Total number of permutations when a dice is rolled 8 times is 6 * 6 * 6 * 6 * 6 * 6 * 6 * 6 = 6⁸.

Total number of permutations for getting atleast 7 even numbers is 3 * 3 * 3 * 3 * 3 * 3 * 3 * 6

= 3⁷ * 6 where 3⁷ = choices for getting 7 times an even number and 6 = choices for getting any number.
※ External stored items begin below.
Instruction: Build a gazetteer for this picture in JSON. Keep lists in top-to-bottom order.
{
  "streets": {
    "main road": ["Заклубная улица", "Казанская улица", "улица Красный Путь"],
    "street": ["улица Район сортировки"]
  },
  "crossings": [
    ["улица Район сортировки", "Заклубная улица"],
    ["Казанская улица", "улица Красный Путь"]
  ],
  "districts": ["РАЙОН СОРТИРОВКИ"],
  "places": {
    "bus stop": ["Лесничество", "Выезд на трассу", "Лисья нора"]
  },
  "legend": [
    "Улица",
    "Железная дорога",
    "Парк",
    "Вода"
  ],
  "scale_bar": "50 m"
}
P(getting at least 7 even numbers) = (3⁷ * 6) / 6⁸

= 3⁷ / 6⁷

= 3⁷ / (3⁷ * 2⁷)

= 1 / 2⁷

= 1 / 256.

Therefore P(getting at least 7 even numbers) = 1 / 256.

 

Answer 2

In a die there are 3 even numbers and 3 odd numbers.

Probability of getting an even number when a die is rolled = 3/6 = 1/2.

If a die is rolled 8 times, the probability of getting atleast 7 even numbers i.e., 7 times even and one time even or odd.

= (1/2 * 1/2 * 1/2 * 1/2 * 1/2 * 1/2 * 1/2) * (3/6 + 3/6)

= (1/2)⁷ * (1/2 + 1/2)

= (1/2)⁷ * (1+1)/2

= (1/2)⁷ * 2/2

= (1/2)⁷ * 1

= (1/2)⁷

= 1 / 2⁷

= 1/ 256

Therefore P(getting at least 7 even numbers) = 1 / 256.